UNITED STATES DISTRICT COURT FOR THE SOUTHERN DISTRICT OF GEORGIA AUGUSTA DIVISION
Aug 7, 2012
CV 112-056 (S.D. Ga. Aug. 7, 2012)

Opinion

CV 112-056

08-07-2012

ANTONIO JOHNSON, Petitioner, v. DAVID FRAZIER, Warden, and SAMUEL S. OLENS, Attorney General of the State of Georgia, Respondents.


ORDER

After a careful, de novo review of the file, the Court concurs with the Magistrate Judge's Report and Recommendation ("R&R"), to which objections have been filed (doc. no. 7). Petitioner filed the above-captioned petition for a writ of habeas corpus pursuant to 28 U.S.C. § 2254. The Magistrate Judge found the petition to be untimely because it was filed after the expiration of the applicable one-year statute of limitations set forth in 28 U.S.C. § 2244(d). (Doc. no. 3.) In particular, the Magistrate Judge found that, because over five years elapsed between Petitioner's convictions becoming final in October of 2002 and the filing of his state habeas corpus petition in 2008, the one-year limitations period provided for in § 2244(d)(1) expired prior to the filing of his state habeas petition and well before he filed the instant action in March of 2012. (Id. at 3-5.)

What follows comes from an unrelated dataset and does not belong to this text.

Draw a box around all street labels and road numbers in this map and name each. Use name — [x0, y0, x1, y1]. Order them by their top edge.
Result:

Petitioner requested, and was granted, an extension of time in which to object to the R&R. (Doc. nos. 5, 6.)

As noted in the R&R, pursuant to § 2244(d)(2), the statute of limitations does not run during the pendency of a properly filed application for state post-conviction relief. However, when the statute of limitations expires prior to the filing of the state application for post-conviction relief, as is the case here, the filing of the state action does not save the § 2254 petition from being time barred. (See doc. no. 3, p. 4 (citing Sibley v. Culliver. 377 F.3d 1196,1204 (11th Cir. 2004).)

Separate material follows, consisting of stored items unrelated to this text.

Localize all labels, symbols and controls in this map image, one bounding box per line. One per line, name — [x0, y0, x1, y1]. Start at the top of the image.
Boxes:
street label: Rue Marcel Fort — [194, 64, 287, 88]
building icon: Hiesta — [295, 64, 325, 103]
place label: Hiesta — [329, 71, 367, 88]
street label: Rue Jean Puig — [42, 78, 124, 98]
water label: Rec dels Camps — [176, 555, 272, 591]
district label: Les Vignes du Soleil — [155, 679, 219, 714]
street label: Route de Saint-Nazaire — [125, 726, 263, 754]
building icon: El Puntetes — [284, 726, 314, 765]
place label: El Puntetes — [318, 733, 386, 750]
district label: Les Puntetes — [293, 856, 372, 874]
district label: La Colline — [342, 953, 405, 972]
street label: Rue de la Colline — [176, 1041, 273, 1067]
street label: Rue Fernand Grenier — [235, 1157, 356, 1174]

In his objections, Petitioner contends, for the first time, that the limitation period for his § 2254 petition should be equitably tolled because of his appellate counsel's negligence. In particular, Plaintiff alleges that he "repeatedly contacted" his appellate counsel to ascertain the status of his direct appeal in the Georgia Supreme Court. However, according to Petitioner, his counsel did not communicate with him in a timely manner, and he did not learn that his direct appeal had been resolved until "several years after the fact," following a grievance against his appellate counsel with the State Bar of Georgia. Petitioner does not allege that he took any additional steps to ascertain the status of his appeal, such as contacting the Georgia Supreme Court himself. Petitioner further alleges that, upon learning that his convictions had been affirmed on direct appeal, he acted diligently in filing his state habeas petition in 2008. (Doc. no. 7, pp. 1-3.)

As noted by the Magistrate Judge (see doc. no. 3, p. 5), equitable tolling can be applied to prevent the application of the statutory deadline for a § 2254 petition, but only if a petitioner "shows '(1) that he has been pursuing his rights diligently, and (2) that some extraordinary circumstance stood in his way' and prevented timely filing." Holland v.

Florida. 560 U.S. _, 130 S. Ct. 2549,2562 (2010) (quoting Pace v. DiGuglielmo. 544 U.S. 408, 418 (2005)). Nevertheless, equitable tolling is typically applied sparingly, Steed v. Head. 219 F.3d 1298, 1300 (11th Cir. 2000), and is available "only in truly extraordinary circumstances." Johnson v. United States. 340 F.3d 1219, 1226 (11th Cir. 2003). The petitioner bears the burden of proving his entitlement to equitable tolling, San Martin v. McNeil. 633 F.3d 1257,1268 (11th Cir. 2011), and will not prevail based upon a showing of either extraordinary circumstances or diligence alone; the petitioner must establish both. See Chavez v. Sec'y Fla. Dep't of Corr., 647 F.3d 1057, 1072 (11th Cir. 2011); Arthur v. Allen. 452 F.3d 1234, 1252 (11th Cir. 2006) (citing Pace, 544 U.S. at 418-19).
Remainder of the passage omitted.